Around the age of 40, little red bumps may appear on the skin, often on the scalp. face, arms, legs, and torso. These pinhead size, harmless lesions are known as cherry angiomas. Described by medical experts as "clusters of dilated capillaries on the surface of the skin," angiomas are not painful, but some people choose to have them removed. It is extremely important you do not attempt to remove a cherry angioma on your own. This could cause hemorrhaging and lead to infection. Consult a physician, then weigh the options on whether or not to remove your cherry angiomas.
Remove with electrosurgery. This method is considered a "minor surgical procedure" during which a high frequency device transfers electrical energy to the cherry angioma, preparing it for removal. An electrode, resembling a needle, transfers the energy to the skin, but remains cool throughout the procedure. This process is often combined with shaving. This quick procedure also limits bleeding.
Freeze through cryotherapy. The most common method uses liquid nitrogen. Once frozen, the angioma is removed. This removal method is performed in your dermatologist's office. It is considered a low-cost option with virtually no scars in typical cases.

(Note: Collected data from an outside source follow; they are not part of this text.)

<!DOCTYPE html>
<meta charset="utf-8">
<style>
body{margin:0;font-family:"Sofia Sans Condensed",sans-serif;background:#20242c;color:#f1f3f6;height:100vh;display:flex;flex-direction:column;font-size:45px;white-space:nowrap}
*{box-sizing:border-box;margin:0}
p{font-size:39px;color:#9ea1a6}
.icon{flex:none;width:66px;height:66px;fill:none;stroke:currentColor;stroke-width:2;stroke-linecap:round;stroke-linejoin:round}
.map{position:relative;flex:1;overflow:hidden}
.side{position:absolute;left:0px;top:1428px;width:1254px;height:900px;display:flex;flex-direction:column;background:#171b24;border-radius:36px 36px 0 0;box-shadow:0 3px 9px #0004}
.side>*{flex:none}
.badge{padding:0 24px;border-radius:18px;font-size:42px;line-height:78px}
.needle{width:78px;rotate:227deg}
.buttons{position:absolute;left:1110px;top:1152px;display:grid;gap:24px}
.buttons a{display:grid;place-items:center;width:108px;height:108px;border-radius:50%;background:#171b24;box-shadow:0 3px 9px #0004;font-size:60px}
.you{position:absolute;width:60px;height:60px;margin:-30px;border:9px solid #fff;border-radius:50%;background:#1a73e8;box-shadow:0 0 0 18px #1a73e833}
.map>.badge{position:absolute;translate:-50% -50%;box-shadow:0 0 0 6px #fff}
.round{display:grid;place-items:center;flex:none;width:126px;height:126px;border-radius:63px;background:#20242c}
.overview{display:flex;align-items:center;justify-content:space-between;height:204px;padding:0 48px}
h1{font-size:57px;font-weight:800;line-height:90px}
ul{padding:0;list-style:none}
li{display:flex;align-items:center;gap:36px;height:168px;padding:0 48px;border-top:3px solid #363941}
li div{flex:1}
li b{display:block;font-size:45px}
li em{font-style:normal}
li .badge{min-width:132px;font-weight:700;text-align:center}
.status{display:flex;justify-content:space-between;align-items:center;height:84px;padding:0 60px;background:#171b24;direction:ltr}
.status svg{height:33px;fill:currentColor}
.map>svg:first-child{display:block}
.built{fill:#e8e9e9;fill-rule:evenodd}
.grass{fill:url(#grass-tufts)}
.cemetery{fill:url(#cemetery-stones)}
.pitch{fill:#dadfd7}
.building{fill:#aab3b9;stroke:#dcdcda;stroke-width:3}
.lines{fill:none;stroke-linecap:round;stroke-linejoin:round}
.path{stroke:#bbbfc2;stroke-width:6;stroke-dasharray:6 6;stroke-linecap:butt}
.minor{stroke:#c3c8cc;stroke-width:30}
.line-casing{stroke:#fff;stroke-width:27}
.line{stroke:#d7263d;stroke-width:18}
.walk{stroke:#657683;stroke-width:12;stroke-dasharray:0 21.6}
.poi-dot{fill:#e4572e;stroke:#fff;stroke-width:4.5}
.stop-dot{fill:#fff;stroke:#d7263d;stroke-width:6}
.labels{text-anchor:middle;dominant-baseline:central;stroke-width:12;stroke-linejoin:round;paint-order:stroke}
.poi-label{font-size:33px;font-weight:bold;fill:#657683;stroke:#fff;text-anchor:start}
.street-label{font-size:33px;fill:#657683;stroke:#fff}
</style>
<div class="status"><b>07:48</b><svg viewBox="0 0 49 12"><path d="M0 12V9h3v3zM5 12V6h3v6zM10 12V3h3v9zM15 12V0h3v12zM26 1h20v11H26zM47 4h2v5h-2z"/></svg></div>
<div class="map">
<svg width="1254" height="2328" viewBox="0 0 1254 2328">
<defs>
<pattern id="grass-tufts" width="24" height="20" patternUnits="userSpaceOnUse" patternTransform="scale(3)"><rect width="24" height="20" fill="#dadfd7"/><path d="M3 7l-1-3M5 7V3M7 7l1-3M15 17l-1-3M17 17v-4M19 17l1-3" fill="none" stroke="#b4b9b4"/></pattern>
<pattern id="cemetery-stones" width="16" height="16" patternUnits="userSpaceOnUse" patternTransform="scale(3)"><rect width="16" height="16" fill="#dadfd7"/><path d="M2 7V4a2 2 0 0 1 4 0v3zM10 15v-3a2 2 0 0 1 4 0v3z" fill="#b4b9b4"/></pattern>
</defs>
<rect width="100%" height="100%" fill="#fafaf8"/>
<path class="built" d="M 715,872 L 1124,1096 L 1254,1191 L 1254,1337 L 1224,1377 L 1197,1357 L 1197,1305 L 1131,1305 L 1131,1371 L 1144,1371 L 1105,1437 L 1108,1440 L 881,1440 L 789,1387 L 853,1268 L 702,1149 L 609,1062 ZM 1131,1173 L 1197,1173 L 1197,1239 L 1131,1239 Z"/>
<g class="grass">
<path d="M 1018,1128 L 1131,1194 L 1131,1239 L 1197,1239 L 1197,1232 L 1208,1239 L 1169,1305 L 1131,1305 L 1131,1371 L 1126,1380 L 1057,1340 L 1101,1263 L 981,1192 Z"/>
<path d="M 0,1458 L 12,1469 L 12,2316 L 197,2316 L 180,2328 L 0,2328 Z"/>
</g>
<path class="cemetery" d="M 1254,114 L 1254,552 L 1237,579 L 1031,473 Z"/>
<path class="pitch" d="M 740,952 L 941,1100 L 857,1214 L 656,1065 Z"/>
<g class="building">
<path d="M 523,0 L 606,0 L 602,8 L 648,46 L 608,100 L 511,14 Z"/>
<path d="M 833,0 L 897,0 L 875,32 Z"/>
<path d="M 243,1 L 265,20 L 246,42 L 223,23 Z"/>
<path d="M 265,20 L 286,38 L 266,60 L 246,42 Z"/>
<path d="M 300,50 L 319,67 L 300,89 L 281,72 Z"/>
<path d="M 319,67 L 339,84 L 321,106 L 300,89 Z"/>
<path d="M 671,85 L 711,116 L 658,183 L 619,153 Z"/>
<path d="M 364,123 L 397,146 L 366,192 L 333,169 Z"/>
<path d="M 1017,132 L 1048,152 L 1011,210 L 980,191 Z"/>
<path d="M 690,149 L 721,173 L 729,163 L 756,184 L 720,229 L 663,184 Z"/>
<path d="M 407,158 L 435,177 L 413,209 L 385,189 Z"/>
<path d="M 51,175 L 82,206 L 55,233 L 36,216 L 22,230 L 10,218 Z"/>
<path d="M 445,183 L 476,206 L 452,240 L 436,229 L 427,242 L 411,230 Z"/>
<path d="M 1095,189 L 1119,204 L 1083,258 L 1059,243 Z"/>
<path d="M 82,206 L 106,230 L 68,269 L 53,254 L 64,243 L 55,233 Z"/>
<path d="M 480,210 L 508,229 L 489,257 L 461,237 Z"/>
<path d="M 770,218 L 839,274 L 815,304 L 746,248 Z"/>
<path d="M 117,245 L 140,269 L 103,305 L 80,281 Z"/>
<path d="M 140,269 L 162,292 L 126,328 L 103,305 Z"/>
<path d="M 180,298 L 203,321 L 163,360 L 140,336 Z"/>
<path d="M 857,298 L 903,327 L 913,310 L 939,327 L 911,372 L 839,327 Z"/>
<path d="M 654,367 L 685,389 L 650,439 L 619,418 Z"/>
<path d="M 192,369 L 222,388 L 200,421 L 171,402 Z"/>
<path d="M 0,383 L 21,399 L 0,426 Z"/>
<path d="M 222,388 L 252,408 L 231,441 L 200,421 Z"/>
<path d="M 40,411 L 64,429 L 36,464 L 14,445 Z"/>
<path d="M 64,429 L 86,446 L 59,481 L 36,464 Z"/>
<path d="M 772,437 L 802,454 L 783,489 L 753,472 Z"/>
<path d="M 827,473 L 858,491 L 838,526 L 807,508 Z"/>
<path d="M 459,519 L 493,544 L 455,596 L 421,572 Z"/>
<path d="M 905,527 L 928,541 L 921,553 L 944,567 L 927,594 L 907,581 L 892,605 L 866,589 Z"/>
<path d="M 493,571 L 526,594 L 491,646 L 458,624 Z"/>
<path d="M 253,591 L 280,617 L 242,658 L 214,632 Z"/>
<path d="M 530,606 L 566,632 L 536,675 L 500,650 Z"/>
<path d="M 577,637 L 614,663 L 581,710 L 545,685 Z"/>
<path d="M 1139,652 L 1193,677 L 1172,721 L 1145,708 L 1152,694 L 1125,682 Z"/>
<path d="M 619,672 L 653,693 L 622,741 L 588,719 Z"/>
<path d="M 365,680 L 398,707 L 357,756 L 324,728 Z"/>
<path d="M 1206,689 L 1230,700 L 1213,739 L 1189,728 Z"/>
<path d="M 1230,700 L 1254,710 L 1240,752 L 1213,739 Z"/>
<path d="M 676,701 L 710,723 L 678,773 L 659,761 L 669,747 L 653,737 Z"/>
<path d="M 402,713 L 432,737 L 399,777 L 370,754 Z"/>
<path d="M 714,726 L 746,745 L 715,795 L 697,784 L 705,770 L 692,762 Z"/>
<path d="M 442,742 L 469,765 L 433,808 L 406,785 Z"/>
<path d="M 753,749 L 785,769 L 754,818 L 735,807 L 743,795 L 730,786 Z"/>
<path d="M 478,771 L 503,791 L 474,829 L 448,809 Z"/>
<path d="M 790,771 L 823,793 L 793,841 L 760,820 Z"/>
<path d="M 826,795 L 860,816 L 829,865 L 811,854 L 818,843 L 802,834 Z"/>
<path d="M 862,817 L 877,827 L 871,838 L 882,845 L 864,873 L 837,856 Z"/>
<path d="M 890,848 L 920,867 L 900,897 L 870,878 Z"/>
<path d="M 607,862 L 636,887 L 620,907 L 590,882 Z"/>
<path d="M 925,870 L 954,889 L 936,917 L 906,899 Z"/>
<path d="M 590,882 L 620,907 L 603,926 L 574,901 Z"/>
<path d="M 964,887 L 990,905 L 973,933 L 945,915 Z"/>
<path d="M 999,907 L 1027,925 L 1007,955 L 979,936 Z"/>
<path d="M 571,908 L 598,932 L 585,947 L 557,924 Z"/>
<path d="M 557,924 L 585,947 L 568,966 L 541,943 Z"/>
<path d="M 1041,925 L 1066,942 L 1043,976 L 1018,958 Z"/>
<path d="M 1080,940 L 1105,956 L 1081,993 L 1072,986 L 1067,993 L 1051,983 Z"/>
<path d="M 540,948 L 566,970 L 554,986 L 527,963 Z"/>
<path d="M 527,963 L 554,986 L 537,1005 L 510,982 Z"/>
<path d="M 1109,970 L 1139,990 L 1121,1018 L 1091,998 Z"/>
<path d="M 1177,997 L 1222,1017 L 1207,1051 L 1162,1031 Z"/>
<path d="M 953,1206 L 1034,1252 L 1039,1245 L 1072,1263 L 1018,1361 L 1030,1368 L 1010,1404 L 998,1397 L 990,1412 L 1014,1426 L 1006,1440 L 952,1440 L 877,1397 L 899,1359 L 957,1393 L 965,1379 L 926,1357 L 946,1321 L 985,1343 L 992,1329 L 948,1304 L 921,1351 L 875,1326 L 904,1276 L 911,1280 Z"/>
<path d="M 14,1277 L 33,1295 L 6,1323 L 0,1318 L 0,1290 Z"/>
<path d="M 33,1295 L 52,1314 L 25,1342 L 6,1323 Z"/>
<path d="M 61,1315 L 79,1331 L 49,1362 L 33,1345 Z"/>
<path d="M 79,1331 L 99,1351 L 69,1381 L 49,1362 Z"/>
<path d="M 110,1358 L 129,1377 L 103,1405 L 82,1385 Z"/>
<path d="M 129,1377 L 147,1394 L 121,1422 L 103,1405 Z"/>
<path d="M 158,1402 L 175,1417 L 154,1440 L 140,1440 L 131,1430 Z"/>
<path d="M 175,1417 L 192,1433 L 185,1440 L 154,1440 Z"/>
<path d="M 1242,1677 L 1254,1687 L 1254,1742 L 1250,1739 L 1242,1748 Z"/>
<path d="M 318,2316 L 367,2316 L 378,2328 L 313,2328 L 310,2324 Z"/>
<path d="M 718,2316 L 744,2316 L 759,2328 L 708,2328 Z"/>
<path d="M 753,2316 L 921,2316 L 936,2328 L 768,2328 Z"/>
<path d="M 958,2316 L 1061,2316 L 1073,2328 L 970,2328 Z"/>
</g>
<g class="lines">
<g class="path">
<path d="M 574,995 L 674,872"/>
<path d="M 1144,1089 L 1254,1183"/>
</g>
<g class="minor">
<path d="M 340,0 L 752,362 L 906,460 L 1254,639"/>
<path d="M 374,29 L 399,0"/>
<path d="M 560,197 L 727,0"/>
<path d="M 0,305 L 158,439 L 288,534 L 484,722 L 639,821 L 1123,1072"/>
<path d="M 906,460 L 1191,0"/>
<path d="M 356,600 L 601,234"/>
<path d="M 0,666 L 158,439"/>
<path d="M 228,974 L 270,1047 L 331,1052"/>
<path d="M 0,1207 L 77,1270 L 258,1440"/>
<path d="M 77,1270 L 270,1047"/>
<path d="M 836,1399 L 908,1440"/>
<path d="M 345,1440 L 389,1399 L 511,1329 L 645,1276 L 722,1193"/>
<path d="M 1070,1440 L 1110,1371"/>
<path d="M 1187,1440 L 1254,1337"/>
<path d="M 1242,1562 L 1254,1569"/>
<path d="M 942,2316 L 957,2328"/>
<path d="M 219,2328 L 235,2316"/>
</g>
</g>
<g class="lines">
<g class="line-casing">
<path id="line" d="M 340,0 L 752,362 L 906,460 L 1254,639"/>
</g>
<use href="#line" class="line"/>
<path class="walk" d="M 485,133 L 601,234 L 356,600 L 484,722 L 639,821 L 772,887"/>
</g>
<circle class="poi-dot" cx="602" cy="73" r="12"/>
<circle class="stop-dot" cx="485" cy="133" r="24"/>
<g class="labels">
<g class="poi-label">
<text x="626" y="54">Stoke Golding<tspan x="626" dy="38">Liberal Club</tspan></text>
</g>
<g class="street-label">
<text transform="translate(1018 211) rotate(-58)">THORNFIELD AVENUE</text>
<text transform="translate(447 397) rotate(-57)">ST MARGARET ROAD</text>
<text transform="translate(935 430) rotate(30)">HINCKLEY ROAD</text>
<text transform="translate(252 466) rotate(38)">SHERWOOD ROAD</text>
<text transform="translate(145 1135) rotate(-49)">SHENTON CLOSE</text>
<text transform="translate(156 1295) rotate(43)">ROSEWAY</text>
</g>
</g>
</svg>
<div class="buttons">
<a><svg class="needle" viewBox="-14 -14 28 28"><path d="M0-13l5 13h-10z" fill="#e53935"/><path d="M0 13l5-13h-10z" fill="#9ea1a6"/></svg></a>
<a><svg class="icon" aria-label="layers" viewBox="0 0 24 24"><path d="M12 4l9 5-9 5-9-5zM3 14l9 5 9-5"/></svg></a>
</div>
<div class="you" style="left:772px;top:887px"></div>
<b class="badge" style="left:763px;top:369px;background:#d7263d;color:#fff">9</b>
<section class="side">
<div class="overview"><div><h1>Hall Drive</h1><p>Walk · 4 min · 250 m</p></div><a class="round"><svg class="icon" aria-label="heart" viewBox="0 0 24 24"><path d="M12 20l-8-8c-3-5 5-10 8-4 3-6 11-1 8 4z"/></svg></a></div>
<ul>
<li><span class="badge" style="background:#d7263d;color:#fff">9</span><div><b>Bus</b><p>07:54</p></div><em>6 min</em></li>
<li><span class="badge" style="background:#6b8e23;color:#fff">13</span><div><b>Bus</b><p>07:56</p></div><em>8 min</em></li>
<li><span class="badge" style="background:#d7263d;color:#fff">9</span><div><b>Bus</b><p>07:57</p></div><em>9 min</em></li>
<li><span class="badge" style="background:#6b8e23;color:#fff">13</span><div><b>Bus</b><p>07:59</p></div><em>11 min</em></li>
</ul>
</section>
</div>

Have laser vaporisation done. During this procedure, a laser is used to remove the angioma. This method involves a small beam of light transmitted through a colposcope device. The laser vaporises the cherry angioma, leaving the skin virtually free of any sign the angioma was ever there. This method is practically painless.
Have the angioma shaved off. During this process, the doctor uses a blade to cut the angioma from the skin. This method is sometimes combined with electrosurgery, particularly in situations involving a large cherry angioma.
Doctors report cherry angioma removal leaves minimal scarring. Speak to your dermatologist or physician to determine which method will work best for your particular case.